### WORK TASK
Pull every line with "scale" from the entries below.

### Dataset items
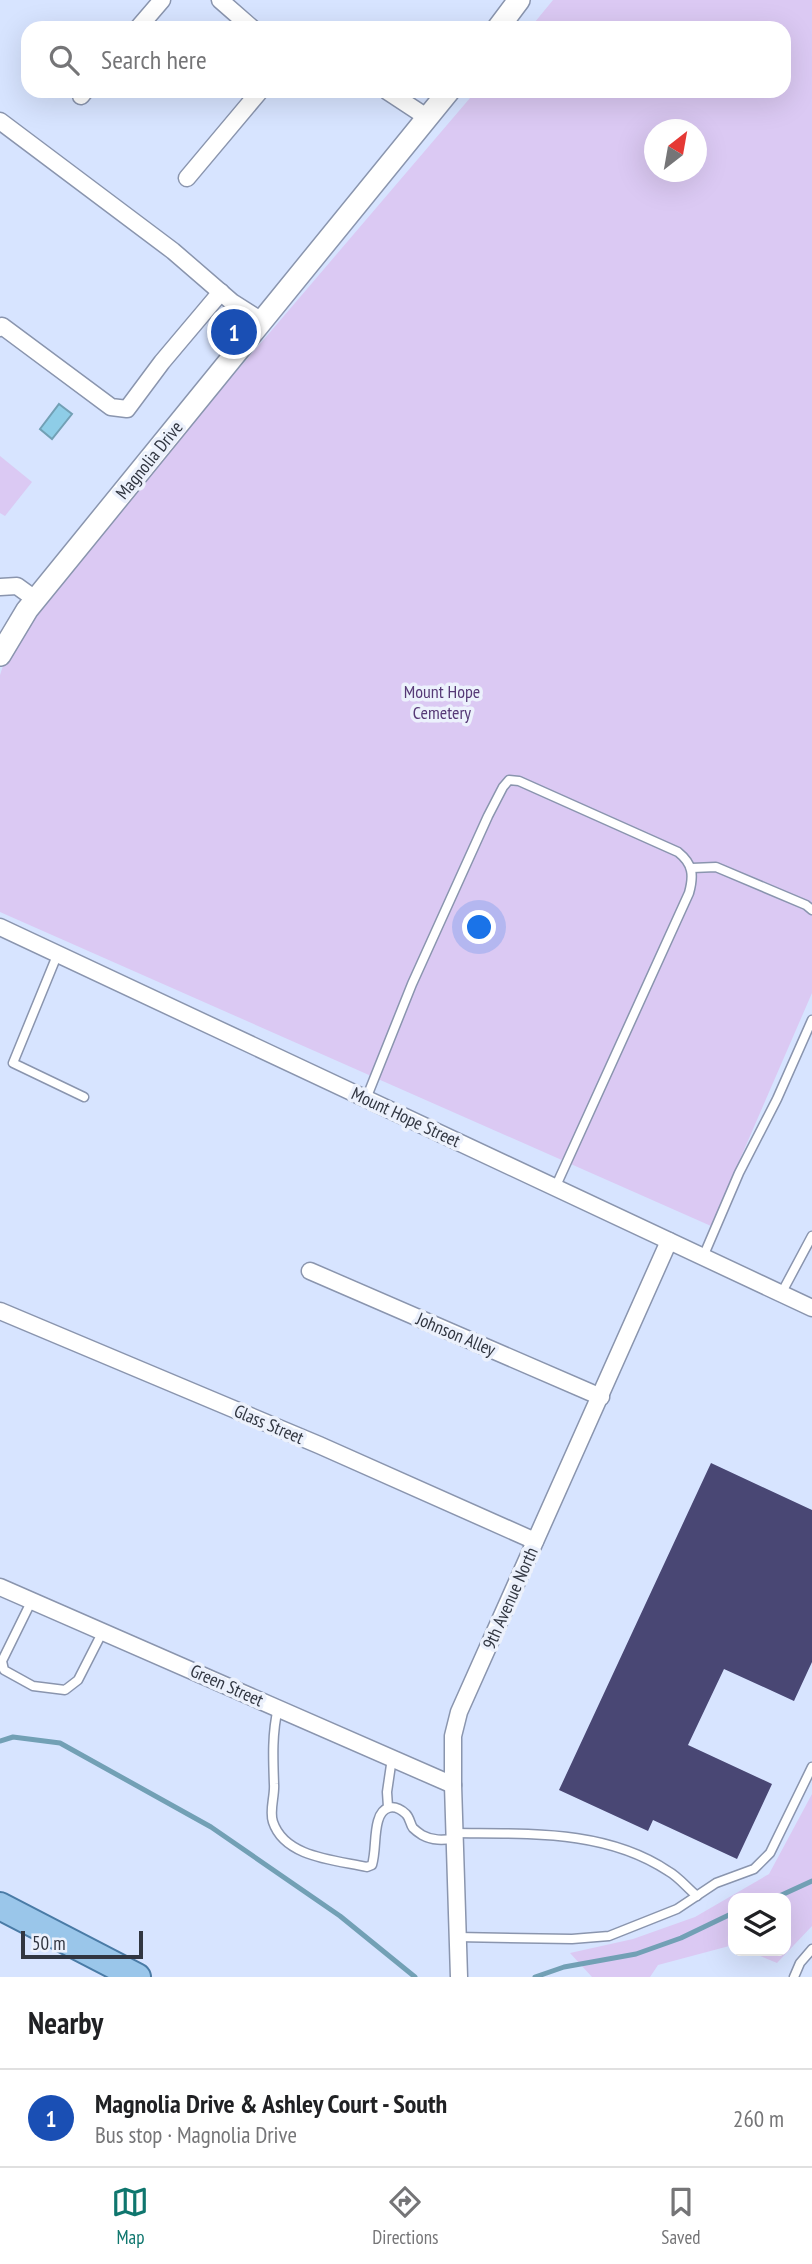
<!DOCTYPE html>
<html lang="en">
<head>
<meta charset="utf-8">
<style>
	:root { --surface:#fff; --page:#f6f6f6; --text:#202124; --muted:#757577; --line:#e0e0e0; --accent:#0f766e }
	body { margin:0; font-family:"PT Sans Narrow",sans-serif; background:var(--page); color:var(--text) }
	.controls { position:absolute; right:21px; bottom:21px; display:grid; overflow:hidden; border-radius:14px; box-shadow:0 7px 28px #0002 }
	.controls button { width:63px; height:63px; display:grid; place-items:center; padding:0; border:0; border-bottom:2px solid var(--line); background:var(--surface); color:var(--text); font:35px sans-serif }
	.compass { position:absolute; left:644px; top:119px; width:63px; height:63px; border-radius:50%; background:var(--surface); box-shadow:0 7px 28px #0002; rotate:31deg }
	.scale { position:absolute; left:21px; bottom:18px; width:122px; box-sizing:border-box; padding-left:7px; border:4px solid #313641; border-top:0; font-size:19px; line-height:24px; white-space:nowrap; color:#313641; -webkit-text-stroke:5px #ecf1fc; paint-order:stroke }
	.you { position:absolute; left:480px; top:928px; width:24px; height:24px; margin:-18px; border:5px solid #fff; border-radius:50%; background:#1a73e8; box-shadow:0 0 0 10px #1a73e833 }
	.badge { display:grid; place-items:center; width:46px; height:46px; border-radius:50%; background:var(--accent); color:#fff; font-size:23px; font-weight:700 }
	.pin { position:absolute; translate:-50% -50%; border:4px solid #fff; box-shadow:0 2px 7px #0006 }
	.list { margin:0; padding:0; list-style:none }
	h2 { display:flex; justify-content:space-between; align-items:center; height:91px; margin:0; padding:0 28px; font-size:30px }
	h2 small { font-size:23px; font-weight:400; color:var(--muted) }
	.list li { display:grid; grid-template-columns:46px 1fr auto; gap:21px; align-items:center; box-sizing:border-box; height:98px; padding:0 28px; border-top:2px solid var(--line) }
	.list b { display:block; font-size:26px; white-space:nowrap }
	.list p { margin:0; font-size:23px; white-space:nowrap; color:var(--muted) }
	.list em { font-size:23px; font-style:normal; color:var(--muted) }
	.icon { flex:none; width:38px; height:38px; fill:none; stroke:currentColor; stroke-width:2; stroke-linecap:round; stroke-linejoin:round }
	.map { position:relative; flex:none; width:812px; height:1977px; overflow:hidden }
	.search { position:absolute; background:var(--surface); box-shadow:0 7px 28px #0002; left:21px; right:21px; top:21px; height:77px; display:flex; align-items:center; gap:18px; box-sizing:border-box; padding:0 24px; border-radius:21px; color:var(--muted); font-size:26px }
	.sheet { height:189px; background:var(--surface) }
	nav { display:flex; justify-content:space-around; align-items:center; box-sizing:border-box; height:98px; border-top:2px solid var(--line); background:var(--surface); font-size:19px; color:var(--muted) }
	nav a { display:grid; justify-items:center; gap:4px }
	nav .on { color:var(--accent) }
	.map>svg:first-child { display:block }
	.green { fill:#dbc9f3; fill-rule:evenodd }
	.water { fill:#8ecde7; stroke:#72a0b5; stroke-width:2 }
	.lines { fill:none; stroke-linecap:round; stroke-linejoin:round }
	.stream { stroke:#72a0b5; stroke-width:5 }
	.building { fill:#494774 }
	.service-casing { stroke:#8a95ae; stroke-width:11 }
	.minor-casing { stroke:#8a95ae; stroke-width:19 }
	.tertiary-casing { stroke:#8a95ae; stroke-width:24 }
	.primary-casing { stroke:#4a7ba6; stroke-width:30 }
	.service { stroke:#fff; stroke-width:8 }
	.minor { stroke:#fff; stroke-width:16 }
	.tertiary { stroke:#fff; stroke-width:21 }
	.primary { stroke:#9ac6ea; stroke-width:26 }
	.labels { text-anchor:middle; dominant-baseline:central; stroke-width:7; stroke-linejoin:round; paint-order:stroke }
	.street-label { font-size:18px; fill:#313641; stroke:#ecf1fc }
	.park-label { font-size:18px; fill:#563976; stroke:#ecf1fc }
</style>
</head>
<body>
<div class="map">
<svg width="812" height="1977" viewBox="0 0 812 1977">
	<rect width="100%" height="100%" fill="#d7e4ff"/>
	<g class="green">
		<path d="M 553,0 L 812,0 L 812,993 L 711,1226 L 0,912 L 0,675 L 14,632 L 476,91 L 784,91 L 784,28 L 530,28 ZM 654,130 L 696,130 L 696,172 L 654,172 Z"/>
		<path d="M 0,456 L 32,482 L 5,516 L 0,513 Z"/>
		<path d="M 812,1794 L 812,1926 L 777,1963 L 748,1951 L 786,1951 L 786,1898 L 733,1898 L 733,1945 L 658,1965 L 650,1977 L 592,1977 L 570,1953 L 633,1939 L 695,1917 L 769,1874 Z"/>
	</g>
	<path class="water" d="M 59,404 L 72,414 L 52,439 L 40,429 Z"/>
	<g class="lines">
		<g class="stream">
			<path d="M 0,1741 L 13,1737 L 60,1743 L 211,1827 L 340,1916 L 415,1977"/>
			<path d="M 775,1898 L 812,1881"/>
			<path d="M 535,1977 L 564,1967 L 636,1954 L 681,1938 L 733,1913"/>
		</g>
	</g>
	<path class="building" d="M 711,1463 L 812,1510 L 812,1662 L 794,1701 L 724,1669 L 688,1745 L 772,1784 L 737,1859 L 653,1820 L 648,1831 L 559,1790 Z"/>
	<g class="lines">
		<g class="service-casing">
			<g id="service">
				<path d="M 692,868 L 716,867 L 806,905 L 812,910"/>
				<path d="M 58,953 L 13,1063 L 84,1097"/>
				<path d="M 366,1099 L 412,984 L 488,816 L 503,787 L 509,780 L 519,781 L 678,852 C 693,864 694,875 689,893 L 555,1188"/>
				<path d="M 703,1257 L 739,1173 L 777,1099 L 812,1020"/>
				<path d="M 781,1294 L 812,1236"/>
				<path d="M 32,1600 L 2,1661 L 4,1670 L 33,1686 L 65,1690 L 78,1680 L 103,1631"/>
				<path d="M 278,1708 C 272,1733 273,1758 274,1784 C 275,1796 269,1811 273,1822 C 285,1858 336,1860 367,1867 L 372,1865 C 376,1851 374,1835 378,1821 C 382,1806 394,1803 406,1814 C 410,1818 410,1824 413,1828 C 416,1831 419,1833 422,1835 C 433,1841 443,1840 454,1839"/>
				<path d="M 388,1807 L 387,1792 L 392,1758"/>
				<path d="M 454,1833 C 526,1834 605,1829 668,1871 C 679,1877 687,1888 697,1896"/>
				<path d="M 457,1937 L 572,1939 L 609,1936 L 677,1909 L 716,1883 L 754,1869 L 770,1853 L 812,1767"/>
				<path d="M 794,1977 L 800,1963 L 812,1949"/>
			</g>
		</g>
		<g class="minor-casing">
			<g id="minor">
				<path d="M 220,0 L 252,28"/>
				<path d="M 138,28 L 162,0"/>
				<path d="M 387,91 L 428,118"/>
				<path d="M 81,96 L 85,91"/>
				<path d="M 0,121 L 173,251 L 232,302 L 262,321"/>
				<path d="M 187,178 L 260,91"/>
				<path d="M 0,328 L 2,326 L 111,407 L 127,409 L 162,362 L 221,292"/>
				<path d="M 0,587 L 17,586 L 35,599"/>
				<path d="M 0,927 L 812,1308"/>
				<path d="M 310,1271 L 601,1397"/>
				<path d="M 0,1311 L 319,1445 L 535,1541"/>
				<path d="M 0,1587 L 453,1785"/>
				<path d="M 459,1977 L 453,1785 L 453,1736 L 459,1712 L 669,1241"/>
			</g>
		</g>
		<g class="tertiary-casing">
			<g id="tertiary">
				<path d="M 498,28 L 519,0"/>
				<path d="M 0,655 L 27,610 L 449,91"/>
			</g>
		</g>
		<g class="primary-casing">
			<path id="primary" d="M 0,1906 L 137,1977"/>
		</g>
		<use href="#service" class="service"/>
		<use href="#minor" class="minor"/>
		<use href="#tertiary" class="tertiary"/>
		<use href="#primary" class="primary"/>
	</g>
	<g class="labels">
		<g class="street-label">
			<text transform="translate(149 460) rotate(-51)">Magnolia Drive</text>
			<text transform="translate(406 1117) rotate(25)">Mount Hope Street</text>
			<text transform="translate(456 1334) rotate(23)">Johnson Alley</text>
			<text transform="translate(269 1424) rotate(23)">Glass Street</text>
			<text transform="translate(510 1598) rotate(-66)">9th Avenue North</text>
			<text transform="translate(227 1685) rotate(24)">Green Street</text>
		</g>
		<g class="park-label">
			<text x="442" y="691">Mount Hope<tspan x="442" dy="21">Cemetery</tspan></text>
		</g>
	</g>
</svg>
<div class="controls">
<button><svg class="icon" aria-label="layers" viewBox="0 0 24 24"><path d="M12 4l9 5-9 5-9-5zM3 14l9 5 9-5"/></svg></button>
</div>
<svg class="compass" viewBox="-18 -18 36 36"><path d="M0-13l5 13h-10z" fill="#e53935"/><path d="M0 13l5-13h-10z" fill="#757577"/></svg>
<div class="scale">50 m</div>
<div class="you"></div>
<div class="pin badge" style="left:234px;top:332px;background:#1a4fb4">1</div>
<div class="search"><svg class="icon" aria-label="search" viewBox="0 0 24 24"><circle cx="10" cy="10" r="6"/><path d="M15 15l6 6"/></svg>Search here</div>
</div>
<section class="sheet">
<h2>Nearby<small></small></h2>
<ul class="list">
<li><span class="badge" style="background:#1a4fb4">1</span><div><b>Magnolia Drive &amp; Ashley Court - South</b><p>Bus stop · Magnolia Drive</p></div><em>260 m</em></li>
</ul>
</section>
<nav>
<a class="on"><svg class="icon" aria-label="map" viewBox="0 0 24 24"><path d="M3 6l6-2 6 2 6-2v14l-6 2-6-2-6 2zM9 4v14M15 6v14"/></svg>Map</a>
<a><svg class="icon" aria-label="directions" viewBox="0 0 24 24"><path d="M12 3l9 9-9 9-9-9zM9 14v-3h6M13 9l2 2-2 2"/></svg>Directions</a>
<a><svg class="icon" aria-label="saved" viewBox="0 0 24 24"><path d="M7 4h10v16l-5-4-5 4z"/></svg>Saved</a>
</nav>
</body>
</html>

### EXPECTED ANSWER
	.scale { position:absolute; left:21px; bottom:18px; width:122px; box-sizing:border-box; padding-left:7px; border:4px solid #313641; border-top:0; font-size:19px; line-height:24px; white-space:nowrap; color:#313641; -webkit-text-stroke:5px #ecf1fc; paint-order:stroke }
<div class="scale">50 m</div>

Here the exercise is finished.